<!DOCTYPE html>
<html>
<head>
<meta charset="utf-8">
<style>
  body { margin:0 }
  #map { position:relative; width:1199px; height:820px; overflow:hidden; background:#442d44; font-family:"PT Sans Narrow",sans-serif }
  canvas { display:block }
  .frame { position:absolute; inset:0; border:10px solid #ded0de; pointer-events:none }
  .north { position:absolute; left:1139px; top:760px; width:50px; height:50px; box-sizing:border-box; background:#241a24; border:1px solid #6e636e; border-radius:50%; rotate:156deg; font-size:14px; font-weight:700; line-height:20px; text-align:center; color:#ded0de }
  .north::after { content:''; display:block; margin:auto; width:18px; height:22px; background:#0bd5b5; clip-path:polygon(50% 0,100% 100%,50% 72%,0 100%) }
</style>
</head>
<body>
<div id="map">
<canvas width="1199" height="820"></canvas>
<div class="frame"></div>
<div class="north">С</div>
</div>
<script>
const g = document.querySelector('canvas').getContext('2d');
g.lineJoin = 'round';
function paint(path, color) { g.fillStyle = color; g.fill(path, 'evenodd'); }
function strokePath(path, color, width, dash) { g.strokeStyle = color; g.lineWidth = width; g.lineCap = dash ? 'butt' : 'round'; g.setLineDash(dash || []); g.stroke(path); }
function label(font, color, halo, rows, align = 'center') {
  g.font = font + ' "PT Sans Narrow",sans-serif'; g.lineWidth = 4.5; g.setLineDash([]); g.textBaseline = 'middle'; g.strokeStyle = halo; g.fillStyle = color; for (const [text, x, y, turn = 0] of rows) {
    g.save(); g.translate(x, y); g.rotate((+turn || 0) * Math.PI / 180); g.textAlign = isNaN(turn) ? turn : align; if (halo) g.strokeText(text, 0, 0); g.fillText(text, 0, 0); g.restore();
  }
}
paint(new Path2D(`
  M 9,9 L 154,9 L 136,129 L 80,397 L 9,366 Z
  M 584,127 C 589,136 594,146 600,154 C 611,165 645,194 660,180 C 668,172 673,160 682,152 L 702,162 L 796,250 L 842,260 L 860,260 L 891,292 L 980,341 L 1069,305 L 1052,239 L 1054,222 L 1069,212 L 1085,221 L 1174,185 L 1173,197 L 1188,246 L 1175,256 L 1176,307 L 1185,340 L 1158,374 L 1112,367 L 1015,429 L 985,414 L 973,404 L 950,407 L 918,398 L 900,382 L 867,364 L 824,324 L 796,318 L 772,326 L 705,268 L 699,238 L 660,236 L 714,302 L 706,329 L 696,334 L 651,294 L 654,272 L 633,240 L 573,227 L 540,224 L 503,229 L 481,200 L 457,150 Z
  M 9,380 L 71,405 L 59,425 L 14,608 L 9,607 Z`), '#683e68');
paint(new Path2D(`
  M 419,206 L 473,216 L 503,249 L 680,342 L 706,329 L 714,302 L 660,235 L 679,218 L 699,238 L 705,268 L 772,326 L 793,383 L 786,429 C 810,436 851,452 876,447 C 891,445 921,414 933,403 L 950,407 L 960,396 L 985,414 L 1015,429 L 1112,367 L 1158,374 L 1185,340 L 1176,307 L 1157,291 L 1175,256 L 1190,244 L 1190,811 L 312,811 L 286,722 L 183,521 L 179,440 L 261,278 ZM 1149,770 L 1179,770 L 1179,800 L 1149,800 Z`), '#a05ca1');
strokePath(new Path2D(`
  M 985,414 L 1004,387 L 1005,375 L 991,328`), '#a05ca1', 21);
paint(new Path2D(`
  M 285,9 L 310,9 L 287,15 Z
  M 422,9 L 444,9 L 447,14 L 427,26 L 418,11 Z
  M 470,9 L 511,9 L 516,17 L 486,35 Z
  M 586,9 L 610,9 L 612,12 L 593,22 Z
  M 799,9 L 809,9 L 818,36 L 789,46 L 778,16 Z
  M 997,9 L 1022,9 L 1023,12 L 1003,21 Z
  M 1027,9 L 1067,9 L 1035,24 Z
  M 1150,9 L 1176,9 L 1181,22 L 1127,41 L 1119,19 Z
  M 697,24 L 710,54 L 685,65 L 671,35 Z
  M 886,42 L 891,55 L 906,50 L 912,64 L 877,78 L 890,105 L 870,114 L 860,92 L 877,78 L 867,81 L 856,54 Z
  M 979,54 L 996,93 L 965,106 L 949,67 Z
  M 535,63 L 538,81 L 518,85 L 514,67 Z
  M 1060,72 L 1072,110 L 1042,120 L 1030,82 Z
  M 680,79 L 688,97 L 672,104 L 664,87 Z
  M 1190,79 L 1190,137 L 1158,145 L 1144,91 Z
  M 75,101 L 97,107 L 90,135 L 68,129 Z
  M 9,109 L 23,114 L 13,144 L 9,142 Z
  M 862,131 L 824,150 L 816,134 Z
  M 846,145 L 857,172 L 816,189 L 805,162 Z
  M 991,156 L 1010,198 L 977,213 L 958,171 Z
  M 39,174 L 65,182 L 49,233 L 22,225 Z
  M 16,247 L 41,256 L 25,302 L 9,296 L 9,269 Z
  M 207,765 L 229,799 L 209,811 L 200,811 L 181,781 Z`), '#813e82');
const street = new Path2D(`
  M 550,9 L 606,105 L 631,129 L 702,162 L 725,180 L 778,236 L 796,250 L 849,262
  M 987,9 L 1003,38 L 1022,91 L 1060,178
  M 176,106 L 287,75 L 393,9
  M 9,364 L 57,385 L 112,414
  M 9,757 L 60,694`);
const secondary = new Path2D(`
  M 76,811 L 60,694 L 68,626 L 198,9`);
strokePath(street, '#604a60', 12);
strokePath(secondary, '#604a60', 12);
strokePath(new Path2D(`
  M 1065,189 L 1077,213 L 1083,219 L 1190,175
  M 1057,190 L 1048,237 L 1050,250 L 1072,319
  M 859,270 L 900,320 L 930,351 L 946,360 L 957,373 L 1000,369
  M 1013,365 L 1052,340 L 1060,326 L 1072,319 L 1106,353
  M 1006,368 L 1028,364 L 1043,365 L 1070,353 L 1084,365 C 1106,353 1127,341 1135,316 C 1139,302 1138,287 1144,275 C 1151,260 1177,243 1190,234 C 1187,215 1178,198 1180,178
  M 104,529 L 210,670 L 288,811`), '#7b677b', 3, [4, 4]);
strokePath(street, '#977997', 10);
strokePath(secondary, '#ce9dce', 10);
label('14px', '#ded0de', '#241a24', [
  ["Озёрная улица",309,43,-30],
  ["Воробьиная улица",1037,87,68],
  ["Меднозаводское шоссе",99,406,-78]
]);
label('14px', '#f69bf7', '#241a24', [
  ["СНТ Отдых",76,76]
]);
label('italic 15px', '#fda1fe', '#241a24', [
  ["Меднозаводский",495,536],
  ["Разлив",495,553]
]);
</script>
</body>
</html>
...
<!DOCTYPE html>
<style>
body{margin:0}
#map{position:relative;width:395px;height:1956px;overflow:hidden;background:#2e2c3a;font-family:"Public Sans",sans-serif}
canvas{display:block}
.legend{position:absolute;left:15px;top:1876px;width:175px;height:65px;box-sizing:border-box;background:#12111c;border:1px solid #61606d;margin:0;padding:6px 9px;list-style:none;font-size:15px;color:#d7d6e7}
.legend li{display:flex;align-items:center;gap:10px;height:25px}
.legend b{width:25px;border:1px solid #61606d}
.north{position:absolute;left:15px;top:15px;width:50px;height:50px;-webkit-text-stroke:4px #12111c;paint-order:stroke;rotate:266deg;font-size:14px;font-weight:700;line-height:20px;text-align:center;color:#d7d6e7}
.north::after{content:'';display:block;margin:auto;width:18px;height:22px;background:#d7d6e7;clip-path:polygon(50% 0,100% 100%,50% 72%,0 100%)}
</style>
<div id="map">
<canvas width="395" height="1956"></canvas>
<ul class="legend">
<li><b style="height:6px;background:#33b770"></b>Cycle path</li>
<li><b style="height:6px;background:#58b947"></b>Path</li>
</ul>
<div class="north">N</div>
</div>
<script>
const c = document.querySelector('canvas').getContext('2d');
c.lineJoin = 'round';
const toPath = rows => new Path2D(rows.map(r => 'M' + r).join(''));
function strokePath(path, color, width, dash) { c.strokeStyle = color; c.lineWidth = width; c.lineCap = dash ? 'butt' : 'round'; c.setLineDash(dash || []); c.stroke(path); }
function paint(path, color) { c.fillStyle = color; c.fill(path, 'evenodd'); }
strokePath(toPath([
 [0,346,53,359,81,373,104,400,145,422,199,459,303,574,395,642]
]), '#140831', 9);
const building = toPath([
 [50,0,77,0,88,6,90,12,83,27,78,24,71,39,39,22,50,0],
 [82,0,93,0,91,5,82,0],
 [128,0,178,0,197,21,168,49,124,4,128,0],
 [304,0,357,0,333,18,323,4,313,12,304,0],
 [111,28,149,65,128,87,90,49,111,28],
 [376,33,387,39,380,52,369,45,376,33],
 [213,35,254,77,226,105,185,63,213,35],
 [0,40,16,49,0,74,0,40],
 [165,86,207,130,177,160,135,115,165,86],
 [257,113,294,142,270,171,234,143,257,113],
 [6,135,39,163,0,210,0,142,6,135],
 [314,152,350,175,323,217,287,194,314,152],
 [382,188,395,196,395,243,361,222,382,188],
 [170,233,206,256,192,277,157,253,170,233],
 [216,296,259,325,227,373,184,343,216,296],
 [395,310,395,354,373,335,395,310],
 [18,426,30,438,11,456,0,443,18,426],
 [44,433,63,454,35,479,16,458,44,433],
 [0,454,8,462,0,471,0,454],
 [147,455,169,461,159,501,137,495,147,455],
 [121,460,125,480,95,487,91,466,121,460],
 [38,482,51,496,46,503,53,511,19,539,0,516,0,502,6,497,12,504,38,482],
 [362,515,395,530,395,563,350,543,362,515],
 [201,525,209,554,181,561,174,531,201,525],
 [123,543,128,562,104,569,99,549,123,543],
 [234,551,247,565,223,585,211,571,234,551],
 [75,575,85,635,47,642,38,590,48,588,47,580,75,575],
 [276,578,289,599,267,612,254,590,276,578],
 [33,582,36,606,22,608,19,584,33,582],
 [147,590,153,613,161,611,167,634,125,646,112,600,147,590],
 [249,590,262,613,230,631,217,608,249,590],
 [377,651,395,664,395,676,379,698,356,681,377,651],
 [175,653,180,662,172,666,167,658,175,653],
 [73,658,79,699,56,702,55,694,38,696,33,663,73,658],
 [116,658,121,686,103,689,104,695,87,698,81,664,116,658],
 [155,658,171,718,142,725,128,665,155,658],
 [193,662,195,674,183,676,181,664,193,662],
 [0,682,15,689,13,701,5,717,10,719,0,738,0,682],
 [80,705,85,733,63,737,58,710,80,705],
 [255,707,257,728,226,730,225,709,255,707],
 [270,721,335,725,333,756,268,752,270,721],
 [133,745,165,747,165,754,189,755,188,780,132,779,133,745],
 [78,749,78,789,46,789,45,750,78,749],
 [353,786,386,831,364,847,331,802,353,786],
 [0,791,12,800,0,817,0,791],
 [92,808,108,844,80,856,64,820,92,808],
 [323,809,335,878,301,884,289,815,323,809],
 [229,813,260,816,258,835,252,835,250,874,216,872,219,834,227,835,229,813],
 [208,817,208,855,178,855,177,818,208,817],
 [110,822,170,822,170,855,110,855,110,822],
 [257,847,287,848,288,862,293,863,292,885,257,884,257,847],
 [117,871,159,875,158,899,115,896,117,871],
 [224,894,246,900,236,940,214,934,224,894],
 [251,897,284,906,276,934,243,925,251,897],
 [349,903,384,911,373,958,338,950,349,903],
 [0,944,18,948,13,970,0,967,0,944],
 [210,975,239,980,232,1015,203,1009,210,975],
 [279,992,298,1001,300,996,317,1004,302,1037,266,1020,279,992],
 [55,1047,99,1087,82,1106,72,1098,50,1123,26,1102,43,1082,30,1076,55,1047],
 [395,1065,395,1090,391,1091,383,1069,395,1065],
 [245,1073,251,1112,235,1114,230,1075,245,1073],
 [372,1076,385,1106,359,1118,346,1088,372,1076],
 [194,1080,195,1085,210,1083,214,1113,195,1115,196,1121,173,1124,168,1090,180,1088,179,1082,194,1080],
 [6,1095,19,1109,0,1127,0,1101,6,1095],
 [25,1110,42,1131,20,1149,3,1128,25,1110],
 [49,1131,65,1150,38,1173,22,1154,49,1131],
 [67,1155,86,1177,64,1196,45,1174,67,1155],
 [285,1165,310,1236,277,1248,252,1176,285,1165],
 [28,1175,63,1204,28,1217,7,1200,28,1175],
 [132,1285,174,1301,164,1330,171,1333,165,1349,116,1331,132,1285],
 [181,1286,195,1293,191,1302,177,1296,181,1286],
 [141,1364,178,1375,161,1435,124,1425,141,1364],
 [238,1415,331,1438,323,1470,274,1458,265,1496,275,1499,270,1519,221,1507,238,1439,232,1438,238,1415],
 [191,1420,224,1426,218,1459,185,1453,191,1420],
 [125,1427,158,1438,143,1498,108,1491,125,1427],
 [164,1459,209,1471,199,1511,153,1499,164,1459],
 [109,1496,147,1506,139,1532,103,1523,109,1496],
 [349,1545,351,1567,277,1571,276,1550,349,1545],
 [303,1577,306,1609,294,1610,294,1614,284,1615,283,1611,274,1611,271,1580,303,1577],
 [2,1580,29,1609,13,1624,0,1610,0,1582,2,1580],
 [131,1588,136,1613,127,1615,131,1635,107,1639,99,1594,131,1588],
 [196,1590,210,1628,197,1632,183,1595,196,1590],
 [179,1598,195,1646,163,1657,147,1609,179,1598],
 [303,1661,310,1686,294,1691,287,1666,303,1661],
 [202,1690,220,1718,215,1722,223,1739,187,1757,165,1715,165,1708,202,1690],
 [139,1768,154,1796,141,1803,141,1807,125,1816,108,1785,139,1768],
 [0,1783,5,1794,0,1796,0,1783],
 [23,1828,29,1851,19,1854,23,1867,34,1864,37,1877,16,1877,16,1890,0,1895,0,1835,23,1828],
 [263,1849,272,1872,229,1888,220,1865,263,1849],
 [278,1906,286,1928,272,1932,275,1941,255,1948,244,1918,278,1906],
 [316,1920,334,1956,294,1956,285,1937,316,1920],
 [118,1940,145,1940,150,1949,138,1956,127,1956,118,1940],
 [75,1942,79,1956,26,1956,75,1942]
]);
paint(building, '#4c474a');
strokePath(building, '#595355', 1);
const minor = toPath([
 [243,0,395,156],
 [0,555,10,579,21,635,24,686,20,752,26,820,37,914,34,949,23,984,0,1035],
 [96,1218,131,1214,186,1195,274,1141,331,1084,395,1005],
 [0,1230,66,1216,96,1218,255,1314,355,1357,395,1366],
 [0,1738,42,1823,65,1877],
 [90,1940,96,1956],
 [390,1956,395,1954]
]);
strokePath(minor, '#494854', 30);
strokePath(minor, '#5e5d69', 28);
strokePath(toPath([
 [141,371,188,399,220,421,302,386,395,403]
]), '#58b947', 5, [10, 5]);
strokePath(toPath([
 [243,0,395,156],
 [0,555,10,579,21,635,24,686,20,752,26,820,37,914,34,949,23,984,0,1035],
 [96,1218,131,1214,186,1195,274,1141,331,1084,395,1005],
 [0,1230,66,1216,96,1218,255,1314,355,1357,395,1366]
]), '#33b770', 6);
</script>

What you should do ▸
Copy each line of the listing that contains the string "lineWidth".

Exercise output ▸
function strokePath(path, color, width, dash) { g.strokeStyle = color; g.lineWidth = width; g.lineCap = dash ? 'butt' : 'round'; g.setLineDash(dash || []); g.stroke(path); }
  g.font = font + ' "PT Sans Narrow",sans-serif'; g.lineWidth = 4.5; g.setLineDash([]); g.textBaseline = 'middle'; g.strokeStyle = halo; g.fillStyle = color; for (const [text, x, y, turn = 0] of rows) {
function strokePath(path, color, width, dash) { c.strokeStyle = color; c.lineWidth = width; c.lineCap = dash ? 'butt' : 'round'; c.setLineDash(dash || []); c.stroke(path); }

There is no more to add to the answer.